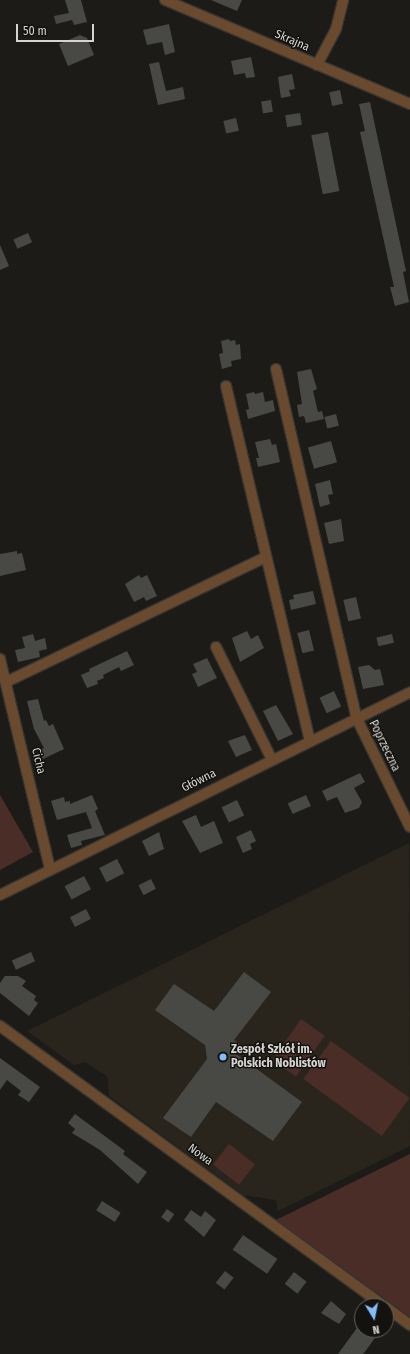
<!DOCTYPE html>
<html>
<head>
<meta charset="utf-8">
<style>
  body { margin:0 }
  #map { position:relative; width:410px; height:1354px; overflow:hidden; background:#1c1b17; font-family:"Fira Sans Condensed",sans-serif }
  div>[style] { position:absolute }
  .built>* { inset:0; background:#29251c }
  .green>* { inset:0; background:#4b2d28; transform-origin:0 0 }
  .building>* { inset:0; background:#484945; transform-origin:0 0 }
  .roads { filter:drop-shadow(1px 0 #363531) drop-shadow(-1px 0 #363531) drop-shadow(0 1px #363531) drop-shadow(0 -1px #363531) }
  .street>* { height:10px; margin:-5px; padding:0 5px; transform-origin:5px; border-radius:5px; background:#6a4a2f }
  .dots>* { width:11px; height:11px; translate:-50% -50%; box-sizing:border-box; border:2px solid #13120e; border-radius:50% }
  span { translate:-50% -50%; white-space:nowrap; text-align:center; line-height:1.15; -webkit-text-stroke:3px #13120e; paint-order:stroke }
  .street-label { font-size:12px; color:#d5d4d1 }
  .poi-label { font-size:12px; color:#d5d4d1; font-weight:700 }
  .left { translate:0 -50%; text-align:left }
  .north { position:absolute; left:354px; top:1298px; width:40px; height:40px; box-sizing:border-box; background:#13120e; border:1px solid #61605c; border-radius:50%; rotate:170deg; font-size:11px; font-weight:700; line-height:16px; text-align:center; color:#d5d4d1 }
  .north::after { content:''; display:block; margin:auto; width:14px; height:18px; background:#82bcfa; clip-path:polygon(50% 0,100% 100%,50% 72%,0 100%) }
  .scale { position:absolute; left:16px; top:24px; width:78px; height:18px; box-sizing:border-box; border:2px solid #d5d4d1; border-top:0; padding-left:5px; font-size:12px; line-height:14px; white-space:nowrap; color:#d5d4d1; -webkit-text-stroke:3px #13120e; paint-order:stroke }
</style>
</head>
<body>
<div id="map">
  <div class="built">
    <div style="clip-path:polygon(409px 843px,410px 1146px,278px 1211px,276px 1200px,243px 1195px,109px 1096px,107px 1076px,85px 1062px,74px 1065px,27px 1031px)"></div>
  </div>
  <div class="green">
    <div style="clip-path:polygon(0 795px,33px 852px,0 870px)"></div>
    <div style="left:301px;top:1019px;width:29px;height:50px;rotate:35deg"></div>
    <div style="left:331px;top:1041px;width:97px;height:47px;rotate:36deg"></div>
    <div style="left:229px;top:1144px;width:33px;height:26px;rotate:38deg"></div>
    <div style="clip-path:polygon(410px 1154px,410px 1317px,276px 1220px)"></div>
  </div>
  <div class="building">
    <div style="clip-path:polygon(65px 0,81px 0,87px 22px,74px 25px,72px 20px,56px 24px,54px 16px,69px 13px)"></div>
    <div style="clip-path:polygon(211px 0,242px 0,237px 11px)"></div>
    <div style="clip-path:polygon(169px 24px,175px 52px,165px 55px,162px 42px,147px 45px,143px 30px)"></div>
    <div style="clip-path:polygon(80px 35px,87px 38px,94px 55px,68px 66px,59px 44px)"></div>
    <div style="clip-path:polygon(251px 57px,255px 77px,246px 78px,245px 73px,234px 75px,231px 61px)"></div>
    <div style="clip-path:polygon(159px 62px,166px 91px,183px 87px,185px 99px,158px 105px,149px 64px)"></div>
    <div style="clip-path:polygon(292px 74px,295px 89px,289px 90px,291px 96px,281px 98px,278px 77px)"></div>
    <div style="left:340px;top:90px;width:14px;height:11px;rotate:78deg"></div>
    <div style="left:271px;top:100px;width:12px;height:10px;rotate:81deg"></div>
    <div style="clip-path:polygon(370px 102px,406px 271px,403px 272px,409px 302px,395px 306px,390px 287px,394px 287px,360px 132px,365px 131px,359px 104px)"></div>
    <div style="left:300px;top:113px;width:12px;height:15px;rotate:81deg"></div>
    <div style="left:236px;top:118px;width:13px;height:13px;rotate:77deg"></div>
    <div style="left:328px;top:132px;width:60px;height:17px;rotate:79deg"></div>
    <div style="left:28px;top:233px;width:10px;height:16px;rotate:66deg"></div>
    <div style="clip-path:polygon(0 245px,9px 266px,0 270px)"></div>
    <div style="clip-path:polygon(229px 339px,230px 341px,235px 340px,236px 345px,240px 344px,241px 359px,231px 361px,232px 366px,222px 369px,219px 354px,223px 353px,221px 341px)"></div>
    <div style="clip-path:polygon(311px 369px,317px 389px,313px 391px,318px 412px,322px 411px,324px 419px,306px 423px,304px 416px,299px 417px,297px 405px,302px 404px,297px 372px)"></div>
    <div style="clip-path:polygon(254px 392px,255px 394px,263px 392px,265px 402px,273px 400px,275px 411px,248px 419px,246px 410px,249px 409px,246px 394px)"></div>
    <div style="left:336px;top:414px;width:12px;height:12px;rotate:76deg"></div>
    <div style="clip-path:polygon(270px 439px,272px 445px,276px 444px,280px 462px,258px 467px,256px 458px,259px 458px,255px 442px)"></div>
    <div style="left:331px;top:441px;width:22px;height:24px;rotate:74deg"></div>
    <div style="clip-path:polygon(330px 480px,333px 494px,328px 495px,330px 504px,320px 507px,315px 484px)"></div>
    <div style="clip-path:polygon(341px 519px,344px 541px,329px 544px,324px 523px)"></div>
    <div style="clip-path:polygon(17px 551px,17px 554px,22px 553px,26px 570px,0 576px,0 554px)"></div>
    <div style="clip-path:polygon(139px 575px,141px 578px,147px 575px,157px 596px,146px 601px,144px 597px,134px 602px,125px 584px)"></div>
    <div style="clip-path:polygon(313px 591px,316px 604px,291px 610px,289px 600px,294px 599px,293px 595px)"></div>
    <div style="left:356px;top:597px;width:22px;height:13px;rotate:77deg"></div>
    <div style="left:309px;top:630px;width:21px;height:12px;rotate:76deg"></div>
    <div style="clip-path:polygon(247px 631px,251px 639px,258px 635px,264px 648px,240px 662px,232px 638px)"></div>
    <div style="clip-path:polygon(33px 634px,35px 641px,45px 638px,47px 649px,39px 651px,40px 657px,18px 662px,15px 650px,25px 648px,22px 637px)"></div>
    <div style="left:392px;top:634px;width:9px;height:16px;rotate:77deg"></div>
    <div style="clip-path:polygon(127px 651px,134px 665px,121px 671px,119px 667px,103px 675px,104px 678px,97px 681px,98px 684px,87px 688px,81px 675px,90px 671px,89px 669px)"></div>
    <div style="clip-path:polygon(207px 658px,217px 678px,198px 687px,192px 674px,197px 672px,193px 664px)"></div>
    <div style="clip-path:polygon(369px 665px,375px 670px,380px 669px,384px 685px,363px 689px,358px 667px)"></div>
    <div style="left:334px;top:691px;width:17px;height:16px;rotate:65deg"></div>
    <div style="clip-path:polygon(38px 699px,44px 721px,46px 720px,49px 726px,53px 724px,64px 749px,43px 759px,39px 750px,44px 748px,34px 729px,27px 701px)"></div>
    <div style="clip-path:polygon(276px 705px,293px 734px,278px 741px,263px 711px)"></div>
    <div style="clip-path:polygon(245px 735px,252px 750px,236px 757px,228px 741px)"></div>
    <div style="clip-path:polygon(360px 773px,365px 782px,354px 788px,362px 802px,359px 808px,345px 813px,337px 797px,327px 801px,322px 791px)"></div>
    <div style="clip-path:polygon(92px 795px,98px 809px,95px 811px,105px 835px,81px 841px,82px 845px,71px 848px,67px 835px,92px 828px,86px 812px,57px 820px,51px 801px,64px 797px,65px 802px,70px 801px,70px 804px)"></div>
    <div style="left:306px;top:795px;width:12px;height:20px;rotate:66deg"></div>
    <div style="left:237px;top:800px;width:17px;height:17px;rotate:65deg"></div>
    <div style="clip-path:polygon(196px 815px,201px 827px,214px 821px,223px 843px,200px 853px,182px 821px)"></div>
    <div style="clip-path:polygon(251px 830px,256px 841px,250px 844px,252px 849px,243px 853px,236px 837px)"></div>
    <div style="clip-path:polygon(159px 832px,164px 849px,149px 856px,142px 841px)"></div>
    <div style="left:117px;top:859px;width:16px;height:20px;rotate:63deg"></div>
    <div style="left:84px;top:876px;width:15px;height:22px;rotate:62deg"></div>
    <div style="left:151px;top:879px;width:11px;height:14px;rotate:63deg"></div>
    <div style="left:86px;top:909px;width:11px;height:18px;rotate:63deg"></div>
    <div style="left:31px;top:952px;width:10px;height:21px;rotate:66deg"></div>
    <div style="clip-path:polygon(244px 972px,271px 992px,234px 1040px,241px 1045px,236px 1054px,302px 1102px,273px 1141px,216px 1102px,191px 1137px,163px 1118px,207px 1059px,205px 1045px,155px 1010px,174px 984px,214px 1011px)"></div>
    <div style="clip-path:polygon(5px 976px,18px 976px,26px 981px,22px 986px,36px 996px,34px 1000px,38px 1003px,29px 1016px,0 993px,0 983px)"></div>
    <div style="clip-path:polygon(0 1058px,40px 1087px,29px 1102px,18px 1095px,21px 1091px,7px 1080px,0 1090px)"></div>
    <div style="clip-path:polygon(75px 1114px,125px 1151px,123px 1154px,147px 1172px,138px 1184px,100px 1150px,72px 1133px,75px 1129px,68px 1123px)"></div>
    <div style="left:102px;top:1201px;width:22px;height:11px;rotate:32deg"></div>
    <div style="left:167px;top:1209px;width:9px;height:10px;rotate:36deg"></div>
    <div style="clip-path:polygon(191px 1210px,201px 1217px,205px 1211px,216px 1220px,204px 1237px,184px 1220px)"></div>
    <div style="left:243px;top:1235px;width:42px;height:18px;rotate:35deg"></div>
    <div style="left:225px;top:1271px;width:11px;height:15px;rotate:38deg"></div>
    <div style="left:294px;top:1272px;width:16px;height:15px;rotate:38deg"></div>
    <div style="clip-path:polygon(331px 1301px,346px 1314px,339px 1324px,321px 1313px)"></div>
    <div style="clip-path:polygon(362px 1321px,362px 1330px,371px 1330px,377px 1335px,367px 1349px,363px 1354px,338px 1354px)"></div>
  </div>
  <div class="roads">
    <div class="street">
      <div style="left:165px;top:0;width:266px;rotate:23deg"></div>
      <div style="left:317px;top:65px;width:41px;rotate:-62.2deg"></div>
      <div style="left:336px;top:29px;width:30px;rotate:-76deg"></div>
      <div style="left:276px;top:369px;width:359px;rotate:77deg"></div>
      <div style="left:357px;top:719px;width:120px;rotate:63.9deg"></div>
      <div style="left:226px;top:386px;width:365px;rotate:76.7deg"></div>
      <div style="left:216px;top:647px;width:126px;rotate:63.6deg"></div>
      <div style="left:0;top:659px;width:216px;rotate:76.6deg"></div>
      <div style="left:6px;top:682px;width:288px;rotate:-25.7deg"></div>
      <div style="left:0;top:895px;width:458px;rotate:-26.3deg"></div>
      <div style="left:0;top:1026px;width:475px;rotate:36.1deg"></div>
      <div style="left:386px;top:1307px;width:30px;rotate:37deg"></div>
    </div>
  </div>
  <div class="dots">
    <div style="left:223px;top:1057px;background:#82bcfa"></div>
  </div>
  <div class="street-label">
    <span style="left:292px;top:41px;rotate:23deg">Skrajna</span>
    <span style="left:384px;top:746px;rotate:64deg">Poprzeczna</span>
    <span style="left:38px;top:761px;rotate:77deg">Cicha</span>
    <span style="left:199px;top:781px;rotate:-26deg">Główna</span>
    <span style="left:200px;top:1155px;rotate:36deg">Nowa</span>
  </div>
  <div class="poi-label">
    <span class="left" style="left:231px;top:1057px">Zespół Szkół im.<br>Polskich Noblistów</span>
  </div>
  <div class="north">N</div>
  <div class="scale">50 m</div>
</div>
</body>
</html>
- - - - -
> [What the task asks]
Reproduce only the lines from the first line of the entries through the line containing "width:11px; height:11px; translate:-50%", exactly and with both ends kept. Omit the pictures.

> [Solution to this problem]
<!DOCTYPE html>
<html>
<head>
<meta charset="utf-8">
<style>
  body { margin:0 }
  #map { position:relative; width:410px; height:1354px; overflow:hidden; background:#1c1b17; font-family:"Fira Sans Condensed",sans-serif }
  div>[style] { position:absolute }
  .built>* { inset:0; background:#29251c }
  .green>* { inset:0; background:#4b2d28; transform-origin:0 0 }
  .building>* { inset:0; background:#484945; transform-origin:0 0 }
  .roads { filter:drop-shadow(1px 0 #363531) drop-shadow(-1px 0 #363531) drop-shadow(0 1px #363531) drop-shadow(0 -1px #363531) }
  .street>* { height:10px; margin:-5px; padding:0 5px; transform-origin:5px; border-radius:5px; background:#6a4a2f }
  .dots>* { width:11px; height:11px; translate:-50% -50%; box-sizing:border-box; border:2px solid #13120e; border-radius:50% }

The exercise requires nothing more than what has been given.